WHAT IS BEING ASKED:
Find each line in the records below that contains the word "none", and copy it out.

AVAILABLE DATA:
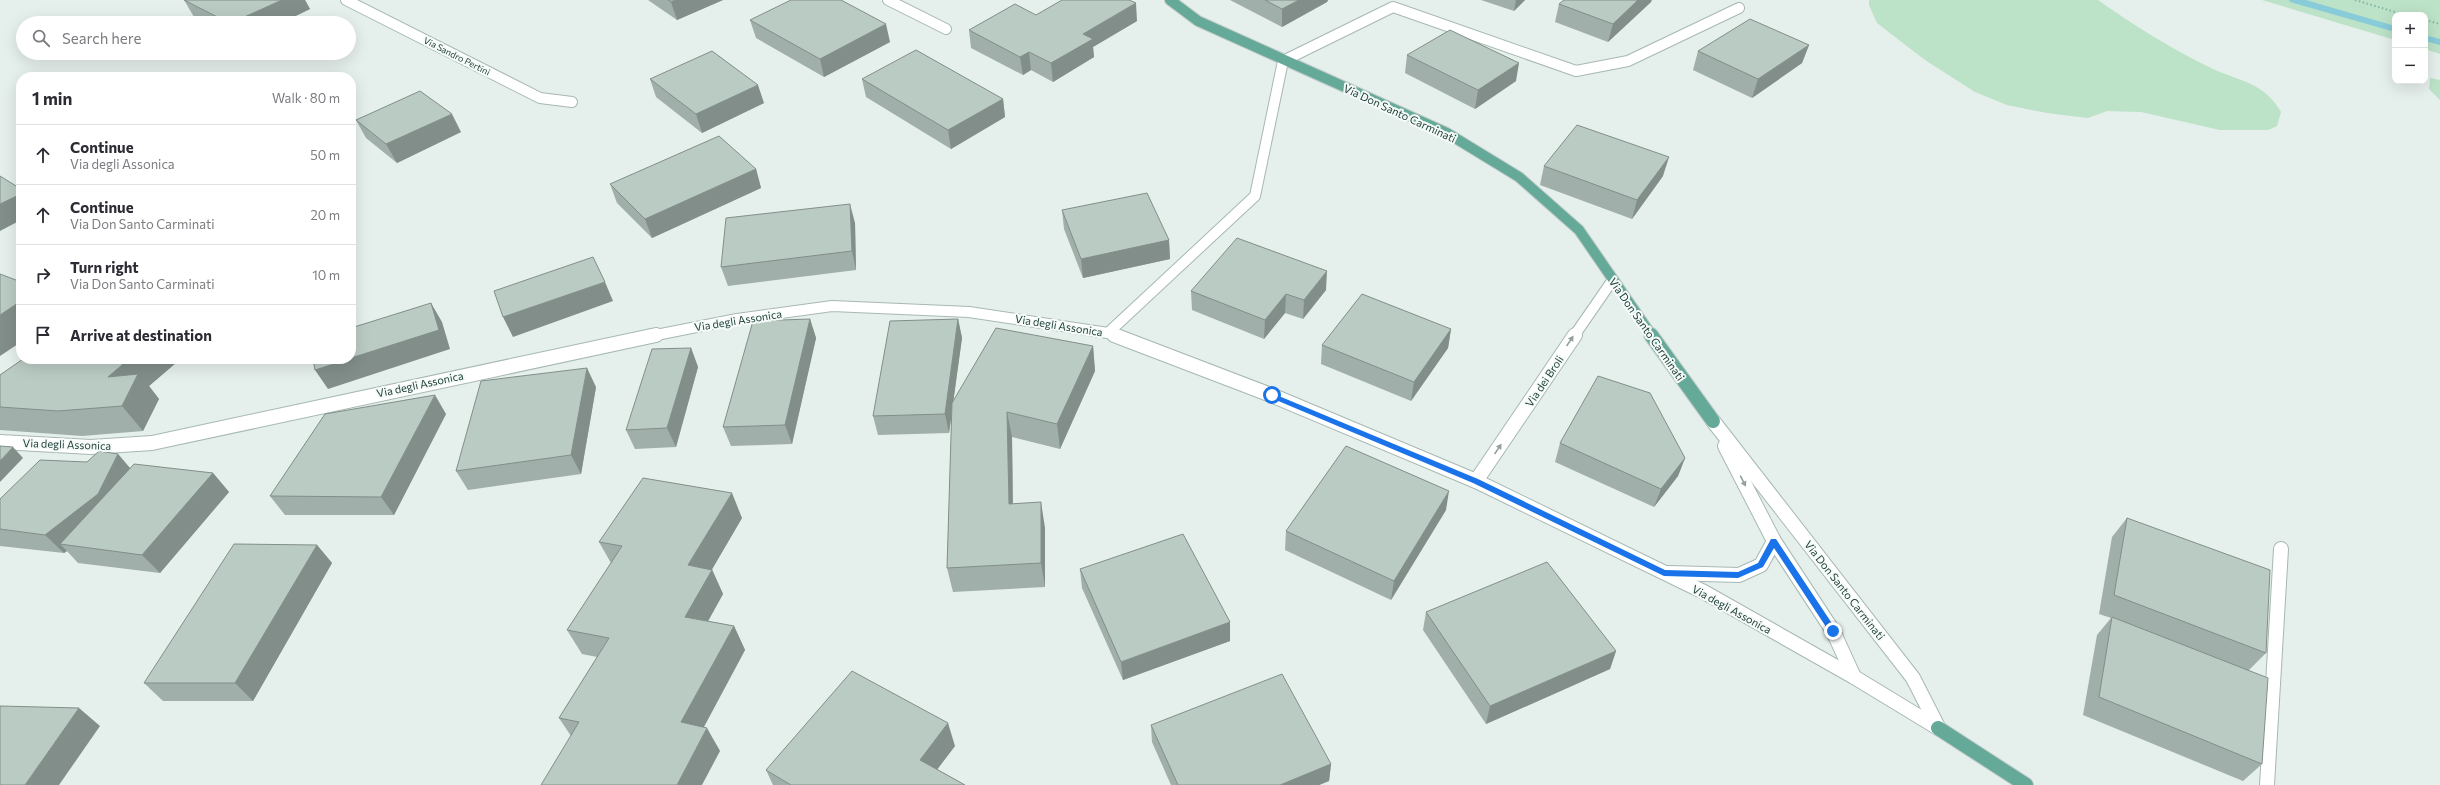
<!DOCTYPE html>
<meta charset="utf-8">
<style>
body{margin:0;font-family:Commissioner,sans-serif;background:#f2f2f3;color:#2b2b33}
.controls{position:absolute;right:12px;top:12px;display:grid;overflow:hidden;border-radius:8px;box-shadow:0 4px 16px #0002}
.controls button{width:36px;height:36px;display:grid;place-items:center;padding:0;border:0;border-bottom:1px solid #e1e1e2;background:#fff;color:#2b2b33;font:20px sans-serif}
.stop{position:absolute;width:12px;height:12px;margin:-9px;border:3px solid #1a73e8;border-radius:50%;background:#fff}
.stop.end{background:#1a73e8;border-color:#fff;box-shadow:0 1px 4px #0008}
.list{margin:0;padding:0;list-style:none}
h2{display:flex;justify-content:space-between;align-items:center;height:52px;margin:0;padding:0 16px;font-size:17px}
h2 small{font-size:13px;font-weight:400;color:#7c7c81}
.list li{display:grid;grid-template-columns:26px 1fr auto;gap:12px;align-items:center;box-sizing:border-box;height:60px;padding:0 16px;border-top:1px solid #e1e1e2}
.list b{display:block;font-size:15px;white-space:nowrap}
.list p{margin:0;font-size:13px;white-space:nowrap;color:#7c7c81}
.list em{font-size:13px;font-style:normal;color:#7c7c81}
.icon{flex:none;width:22px;height:22px;fill:none;stroke:currentColor;stroke-width:2;stroke-linecap:round;stroke-linejoin:round}
.map{position:relative;flex:none;width:2440px;height:785px;overflow:hidden}
.search{position:absolute;background:#fff;box-shadow:0 4px 16px #0002;left:16px;top:16px;width:340px;height:44px;display:flex;align-items:center;gap:10px;box-sizing:border-box;padding:0 14px;border-radius:22px;color:#7c7c81;font-size:15px}
.panel{position:absolute;background:#fff;box-shadow:0 4px 16px #0002;left:16px;top:72px;width:340px;height:292px;border-radius:16px}
.map>svg:first-child{display:block}
.green{fill:#bce2c7}
.lines{fill:none;stroke-linecap:round;stroke-linejoin:round}
.stream{fill:#88cbd9;fill-rule:evenodd}
.minor-far1-casing{stroke:#a7b8b3;stroke-width:12}
.minor-casing{stroke:#a7b8b3;stroke-width:16}
.major-far1-casing{stroke:#c1cac8;stroke-width:12}
.major-casing{stroke:#c1cac8;stroke-width:16}
.path{stroke:#82b6a7;stroke-width:2;stroke-dasharray:1.5 2.5;stroke-linecap:butt}
.minor-far1{stroke:#fff;stroke-width:10}
.minor{stroke:#fff;stroke-width:14}
.major-far1{stroke:#65a999;stroke-width:10}
.major{stroke:#65a999;stroke-width:14}
.wall{fill:#a0afa9}
.shaded-wall{fill:#828e89}
.building{fill:#bacbc4;stroke:#828e89}
.oneway{fill:#90a19d}
.route{fill:#1a73e8}
.labels{text-anchor:middle;dominant-baseline:central;stroke-width:4;stroke-linejoin:round;paint-order:stroke}
.far-street-label{font-size:9px;fill:#22433b;stroke:#f6fbf9}
.street-label{font-size:11px;fill:#22433b;stroke:#f6fbf9}
</style>
<div class="map">
<svg width="2440" height="785" viewBox="0 0 2440 785">
<rect width="100%" height="100%" fill="#e5efeb"/>
<!-- green -->
<g class="green">
<path d="M1869 0H2098C2133 25 2172 49 2211 68 2240 82 2263 81 2281 112L2277 126 2268 130H2220L2141 112 2107 111 2088 118 2047 113 2007 105 1975 92 1925 60 1877 23 1869 5Z"/>
<polygon points="2262,0 2440,0 2440,54 2425,49 2425,15 2395,15 2395,40"/>
<polygon points="2430,78 2440,80 2440,100 2429,89"/>
</g>
<g class="lines">
<!-- stream -->
<g class="stream">
<polygon points="2289,0 2306,0 2395,26 2395,32 2290,2"/>
<polygon points="2425,35 2440,39 2440,45 2425,41"/>
</g>
<defs>
<g id="minor-far1">
<polyline points="346,0 540,98 572,102"/>
<polyline points="888,0 946,29"/>
<polyline points="1108,333 1255,196 1283,61 1393,7 1576,71 1628,61 1739,8"/>
<polyline points="651,336 737,319 832,306 969,312 1108,333 1117,336"/>
<polyline points="1574,336 1612,281"/>
</g>
<g id="minor">
<polyline points="1114,335 1271,395 1476,481 1704,592 1854,677 1938,728"/>
<polyline points="1713,421 1913,678 1938,727"/>
<polyline points="0,442 91,447 152,443 656,335"/>
<polyline points="1725,446 1774,541 1833,631 1854,677"/>
<polyline points="1476,481 1575,335"/>
<polyline points="1669,573 1739,575 1761,565 1774,541"/>
<polyline points="2267,785 2281,549"/>
</g>
<polyline id="major-far1" points="1170,0 1198,21 1447,133 1519,177 1579,230 1652,336"/>
<g id="major">
<polyline points="1651,335 1713,421"/>
<polyline points="1938,728 2026,785"/>
</g>
</defs>
<!-- minor-far1 casing -->
<use href="#minor-far1" class="minor-far1-casing"/>
<!-- minor casing -->
<use href="#minor" class="minor-casing"/>
<!-- major-far1 casing -->
<use href="#major-far1" class="major-far1-casing"/>
<!-- major casing -->
<use href="#major" class="major-casing"/>
<!-- path -->
<g class="path">
<polyline points="2355,0 2405,15"/>
<polyline points="2425,20 2440,24"/>
</g>
<!-- minor-far1 -->
<use href="#minor-far1" class="minor-far1"/>
<!-- minor -->
<use href="#minor" class="minor"/>
<!-- major-far1 -->
<use href="#major-far1" class="major-far1"/>
<!-- major -->
<use href="#major" class="major"/>
</g>
<!-- wall -->
<g class="wall">
<polygon points="184,0 305,0 310,9 281,23 205,23 194,17"/>
<polygon points="648,0 723,0 677,20"/>
<polygon points="1230,0 1328,0 1327,2 1282,27"/>
<polygon points="1481,0 1525,0 1514,11"/>
<polygon points="1651,2 1608,42 1555,22 1559,4"/>
<polygon points="1036,15 1137,21 1093,47 1094,57 1053,82 1031,70 1023,75 971,48 969,30"/>
<polygon points="750,20 890,42 824,77 756,38"/>
<polygon points="1809,45 1802,63 1752,98 1693,70 1698,51"/>
<polygon points="1407,55 1516,81 1475,109 1405,73"/>
<polygon points="650,79 764,103 702,133 656,97"/>
<polygon points="862,79 1003,99 1005,117 951,149 866,97"/>
<polygon points="356,120 461,132 397,163 366,138"/>
<polygon points="1544,166 1663,176 1632,219 1540,185"/>
<polygon points="756,169 761,188 652,238 617,203 610,184"/>
<polygon points="1062,210 1169,240 1170,259 1083,278 1064,229"/>
<polygon points="855,223 856,270 728,286 721,267"/>
<polygon points="1326,290 1303,319 1285,313 1264,339 1192,310 1191,291"/>
<polygon points="810,319 816,338 792,444 731,446 723,427"/>
<polygon points="958,319 962,338 953,401 1093,346 1095,371 1060,449 1012,437 1013,504 1045,528 1045,587 953,592 947,568 952,411 949,433 878,435 873,416"/>
<polygon points="1451,329 1448,348 1411,401 1321,364 1322,345"/>
<polygon points="691,348 698,367 676,447 635,449 626,430"/>
<polygon points="23,359 181,359 177,362 149,386 159,399 143,431 82,436 0,430 0,375"/>
<polygon points="596,387 581,474 468,490 456,471"/>
<polygon points="446,414 394,515 285,515 270,496"/>
<polygon points="1560,443 1685,458 1678,476 1654,507 1555,462"/>
<polygon points="118,454 130,468 213,473 229,492 160,573 78,563 67,551 64,553 0,546 0,499 87,462"/>
<polygon points="1446,510 1391,600 1285,550 1286,531"/>
<polygon points="742,518 712,569 723,594 708,621 734,626 745,650 704,727 720,751 571,736 559,718 597,657 582,654 567,630 611,563 599,542"/>
<polygon points="2127,518 2266,653 2249,670 2262,764 2243,781 2083,715 2097,635 2111,618 2099,614 2112,537"/>
<polygon points="317,545 332,563 253,701 163,701 144,683"/>
<polygon points="1080,569 1230,622 1230,641 1123,680 1082,588"/>
<polygon points="1426,612 1616,651 1610,669 1486,724 1423,630"/>
<polygon points="1151,725 1331,764 1329,781 1319,785 1171,785 1152,742"/>
<polygon points="955,746 937,769 965,785 773,785 766,770"/>
</g>
<!-- shaded-wall -->
<g class="shaded-wall">
<polygon points="282,0 305,0 310,9 281,23 231,23"/>
<polygon points="676,0 723,0 677,20 671,2"/>
<polygon points="1299,0 1328,0 1327,2 1282,27 1282,9"/>
<polygon points="1516,0 1525,0 1514,11"/>
<polygon points="1638,0 1652,0 1651,2 1608,42 1613,24"/>
<polygon points="1136,3 1137,21 1093,47 1094,57 1053,82 1051,63 1083,34"/>
<polygon points="886,24 890,42 824,77 820,59"/>
<polygon points="1809,45 1802,63 1752,98 1758,79"/>
<polygon points="1029,52 1031,70 1023,75 1020,57"/>
<polygon points="1519,63 1516,81 1475,109 1478,90"/>
<polygon points="758,85 764,103 702,133 696,114"/>
<polygon points="1003,99 1005,117 951,149 948,130"/>
<polygon points="452,114 461,132 397,163 386,144"/>
<polygon points="1669,157 1663,176 1632,219 1637,200"/>
<polygon points="756,169 761,188 652,238 645,219"/>
<polygon points="21,194 21,220 0,231 0,204"/>
<polygon points="850,204 855,223 856,270 852,251"/>
<polygon points="1169,240 1170,259 1083,278 1081,259"/>
<polygon points="1327,271 1326,290 1303,319 1304,300"/>
<polygon points="605,282 613,301 513,337 503,317"/>
<polygon points="1286,294 1285,313 1264,339 1265,320"/>
<polygon points="21,301 21,342 0,356 0,315"/>
<polygon points="431,303 442,322 450,349 328,389 315,370 349,359 351,359"/>
<polygon points="810,319 816,338 792,444 785,425"/>
<polygon points="958,319 962,338 949,433 945,414"/>
<polygon points="1451,329 1448,348 1411,401 1414,382"/>
<polygon points="1093,346 1095,371 1060,449 1057,424"/>
<polygon points="691,348 698,367 676,447 667,428"/>
<polygon points="129,359 181,359 177,362 149,386 159,399 143,431 122,406 108,377"/>
<polygon points="587,368 596,387 581,474 571,455"/>
<polygon points="435,395 446,414 394,515 381,497"/>
<polygon points="1007,412 1012,437 1013,529 1009,504"/>
<polygon points="13,447 23,458 0,482 0,461"/>
<polygon points="118,454 134,473 60,544 67,551 64,553 45,535"/>
<polygon points="1685,458 1678,476 1654,507 1661,489"/>
<polygon points="213,473 229,492 160,573 142,555"/>
<polygon points="1449,491 1446,510 1391,600 1394,581"/>
<polygon points="732,493 742,518 700,590 688,565"/>
<polygon points="1041,502 1045,528 1045,587 1041,563"/>
<polygon points="317,545 332,563 253,701 235,683"/>
<polygon points="712,570 723,594 697,641 685,617"/>
<polygon points="1230,622 1230,641 1123,680 1121,662"/>
<polygon points="734,626 745,650 694,745 681,722"/>
<polygon points="1616,651 1610,669 1486,724 1490,706"/>
<polygon points="79,708 100,726 59,785 25,785"/>
<polygon points="948,723 955,746 927,783 920,760"/>
<polygon points="707,728 720,751 702,785 677,785"/>
<polygon points="1331,764 1329,781 1319,785 1280,785"/>
</g>
<!-- building -->
<g class="building">
<polygon points="184,0 282,0 231,23 229,23"/>
<polygon points="668,0 676,0 671,2"/>
<polygon points="791,0 841,0 886,24 820,59 750,20"/>
<polygon points="1062,0 1129,0 1136,3 1083,34 1093,39 1051,63 1029,52 1020,57 969,30 1015,4 1036,15"/>
<polygon points="1265,0 1299,0 1282,9"/>
<polygon points="1564,0 1638,0 1613,24 1559,4"/>
<polygon points="1750,19 1809,45 1758,79 1698,51"/>
<polygon points="1450,30 1519,63 1478,90 1407,55"/>
<polygon points="916,50 1003,99 948,130 862,79"/>
<polygon points="712,51 758,85 696,114 650,79"/>
<polygon points="420,91 452,114 386,144 356,120"/>
<polygon points="1577,125 1669,157 1637,200 1544,166"/>
<polygon points="719,136 756,169 645,219 610,184"/>
<polygon points="0,176 21,189 21,194 0,204"/>
<polygon points="1147,193 1169,240 1081,259 1062,210"/>
<polygon points="850,204 852,251 721,267 726,218"/>
<polygon points="1237,238 1327,271 1304,300 1286,294 1265,320 1191,291"/>
<polygon points="593,257 605,282 503,317 494,291"/>
<polygon points="0,274 21,282 21,301 0,315"/>
<polygon points="1362,294 1451,329 1414,382 1322,345"/>
<polygon points="431,303 439,330 351,358 351,328"/>
<polygon points="810,319 785,425 723,427 753,321"/>
<polygon points="958,319 945,414 873,416 890,321"/>
<polygon points="996,328 1093,346 1057,424 1007,412 1009,504 1041,502 1041,563 947,568 952,403"/>
<polygon points="691,348 667,428 626,430 652,349"/>
<polygon points="23,359 129,359 108,377 138,374 122,406 58,411 0,407 0,375"/>
<polygon points="313,359 349,359 315,370"/>
<polygon points="587,368 571,455 456,471 481,381"/>
<polygon points="1598,376 1650,393 1685,458 1661,489 1560,443"/>
<polygon points="435,395 381,497 270,496 325,414"/>
<polygon points="0,446 13,447 0,461"/>
<polygon points="1346,446 1449,491 1394,581 1286,531"/>
<polygon points="99,451 118,454 98,494 45,535 0,529 0,499 40,460 87,462"/>
<polygon points="134,464 213,473 142,555 60,544"/>
<polygon points="643,478 732,493 688,565 712,570 685,617 734,626 681,722 707,728 677,785 541,785 579,722 559,718 609,638 567,630 622,546 599,542"/>
<polygon points="2127,518 2270,570 2266,653 2114,595"/>
<polygon points="1183,534 1230,622 1121,662 1080,569"/>
<polygon points="234,544 317,545 235,683 144,683"/>
<polygon points="1547,562 1616,651 1490,706 1426,612"/>
<polygon points="2112,617 2268,678 2262,764 2099,697"/>
<polygon points="852,671 948,723 920,760 965,785 791,785 766,770"/>
<polygon points="1282,674 1331,764 1280,785 1178,785 1151,725"/>
<polygon points="0,706 79,708 25,785 0,785"/>
</g>
<!-- one-way arrows -->
<defs><path id="oneway-solid" d="M-6-.8H1V-3.2L6.5 0L1 3.2V.8H-6Z"/></defs>
<g class="oneway">
<use href="#oneway-solid" transform="translate(1570 341) rotate(-56)"/>
<use href="#oneway-solid" transform="translate(1498 449) rotate(-56)"/>
<use href="#oneway-solid" transform="translate(1743 481) rotate(63)"/>
</g>
<!-- route -->
<polygon class="route" points="1269,394 1274,394 1478,479 1665,570 1738,572 1758,563 1771,539 1776,539 1837,631 1833,634 1830,633 1774,548 1763,567 1738,578 1664,576 1473,483 1269,397"/>
<g class="labels">
<!-- far-street labels -->
<g class="far-street-label">
<text transform="translate(457 56) rotate(27)">Via Sandro Pertini</text>
</g>
<!-- street labels -->
<g class="street-label">
<text transform="translate(1400 113) rotate(25)">Via Don Santo Carminati</text>
<text transform="translate(738 320) rotate(-9)">Via degli Assonica</text>
<text transform="translate(1059 325) rotate(9)">Via degli Assonica</text>
<text transform="translate(1647 329) rotate(55)">Via Don Santo Carminati</text>
<text transform="translate(1544 381) rotate(-56)">Via dei Broli</text>
<text transform="translate(420 384) rotate(-12)">Via degli Assonica</text>
<text transform="translate(67 444) rotate(2)">Via degli Assonica</text>
<text transform="translate(1845 590) rotate(52)">Via Don Santo Carminati</text>
<text transform="translate(1732 609) rotate(29)">Via degli Assonica</text>
</g>
</g>
</svg>
<div class="controls">
<button>+</button>
<button>−</button>
</div>
<div class="stop" style="left:1272px;top:395px"></div>
<div class="stop end" style="left:1833px;top:631px"></div>
<div class="search"><svg class="icon" aria-label="search" viewBox="0 0 24 24"><circle cx="10" cy="10" r="6"/><path d="M15 15l6 6"/></svg>Search here</div>
<section class="panel">
<h2>1 min<small>Walk · 80 m</small></h2>
<ul class="list">
<li><svg class="icon" aria-label="ahead" viewBox="0 0 24 24"><path d="M12 20V5M6 11l6-6 6 6"/></svg><div><b>Continue</b><p>Via degli Assonica</p></div><em>50 m</em></li>
<li><svg class="icon" aria-label="ahead" viewBox="0 0 24 24"><path d="M12 20V5M6 11l6-6 6 6"/></svg><div><b>Continue</b><p>Via Don Santo Carminati</p></div><em>20 m</em></li>
<li><svg class="icon" aria-label="right" viewBox="0 0 24 24"><path d="M7 20v-9h11M14 6l5 5-5 5"/></svg><div><b>Turn right</b><p>Via Don Santo Carminati</p></div><em>10 m</em></li>
<li><svg class="icon" aria-label="arrive" viewBox="0 0 24 24"><path d="M6 21V4h12l-3 4 3 4H6"/></svg><div><b>Arrive at destination</b></div></li>
</ul>
</section>
</div>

FINAL ANSWER:
.list{margin:0;padding:0;list-style:none}
.icon{flex:none;width:22px;height:22px;fill:none;stroke:currentColor;stroke-width:2;stroke-linecap:round;stroke-linejoin:round}
.map{position:relative;flex:none;width:2440px;height:785px;overflow:hidden}
.lines{fill:none;stroke-linecap:round;stroke-linejoin:round}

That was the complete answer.